Dataset entries:
• • • •

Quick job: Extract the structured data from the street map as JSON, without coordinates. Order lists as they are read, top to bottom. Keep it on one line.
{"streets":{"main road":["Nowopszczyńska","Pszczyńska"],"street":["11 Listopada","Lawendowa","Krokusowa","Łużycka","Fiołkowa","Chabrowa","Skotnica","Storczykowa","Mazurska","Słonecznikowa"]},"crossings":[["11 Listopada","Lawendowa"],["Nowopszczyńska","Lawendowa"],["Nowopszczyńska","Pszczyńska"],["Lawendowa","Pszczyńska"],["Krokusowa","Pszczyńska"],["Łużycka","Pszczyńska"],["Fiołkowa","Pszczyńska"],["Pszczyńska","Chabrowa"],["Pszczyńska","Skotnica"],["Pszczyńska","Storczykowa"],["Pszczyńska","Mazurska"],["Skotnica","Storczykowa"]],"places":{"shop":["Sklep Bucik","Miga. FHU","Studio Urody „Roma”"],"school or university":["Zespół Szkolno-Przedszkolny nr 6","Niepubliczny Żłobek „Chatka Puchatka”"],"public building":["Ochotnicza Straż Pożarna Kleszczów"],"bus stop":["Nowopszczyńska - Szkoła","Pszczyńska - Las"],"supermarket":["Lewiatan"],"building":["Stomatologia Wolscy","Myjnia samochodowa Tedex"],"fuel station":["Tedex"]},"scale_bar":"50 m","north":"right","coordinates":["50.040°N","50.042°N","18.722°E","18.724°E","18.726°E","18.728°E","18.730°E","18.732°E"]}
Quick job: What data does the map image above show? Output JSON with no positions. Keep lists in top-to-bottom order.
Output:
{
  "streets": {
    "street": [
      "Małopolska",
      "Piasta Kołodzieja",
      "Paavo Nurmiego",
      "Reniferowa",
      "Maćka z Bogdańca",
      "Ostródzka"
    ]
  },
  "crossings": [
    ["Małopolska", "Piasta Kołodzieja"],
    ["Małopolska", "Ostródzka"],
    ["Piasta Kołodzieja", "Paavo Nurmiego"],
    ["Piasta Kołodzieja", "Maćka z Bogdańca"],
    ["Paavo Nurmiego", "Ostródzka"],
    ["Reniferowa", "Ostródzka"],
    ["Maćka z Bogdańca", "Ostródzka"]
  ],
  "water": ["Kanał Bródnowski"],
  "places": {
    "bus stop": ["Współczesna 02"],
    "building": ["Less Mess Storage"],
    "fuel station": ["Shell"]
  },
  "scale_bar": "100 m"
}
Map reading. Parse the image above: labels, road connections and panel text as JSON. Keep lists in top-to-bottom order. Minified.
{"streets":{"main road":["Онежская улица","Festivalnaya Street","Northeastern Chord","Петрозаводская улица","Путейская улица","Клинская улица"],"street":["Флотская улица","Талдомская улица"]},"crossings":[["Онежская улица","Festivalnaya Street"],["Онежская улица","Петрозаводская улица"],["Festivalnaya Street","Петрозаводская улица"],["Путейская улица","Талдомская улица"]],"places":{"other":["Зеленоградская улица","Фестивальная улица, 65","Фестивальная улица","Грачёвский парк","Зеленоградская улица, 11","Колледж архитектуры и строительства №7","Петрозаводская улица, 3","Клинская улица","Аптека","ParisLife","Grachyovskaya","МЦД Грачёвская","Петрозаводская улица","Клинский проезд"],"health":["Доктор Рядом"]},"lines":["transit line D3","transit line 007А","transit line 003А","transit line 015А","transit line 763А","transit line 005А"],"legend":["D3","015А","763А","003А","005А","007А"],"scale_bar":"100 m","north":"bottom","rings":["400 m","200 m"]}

• • • •

- **Exercise directions**
All lines above that include the word "JSON" must be copied into the answer.

- **Result**
Quick job: Extract the structured data from the street map as JSON, without coordinates. Order lists as they are read, top to bottom. Keep it on one line.
Quick job: What data does the map image above show? Output JSON with no positions. Keep lists in top-to-bottom order.
Map reading. Parse the image above: labels, road connections and panel text as JSON. Keep lists in top-to-bottom order. Minified.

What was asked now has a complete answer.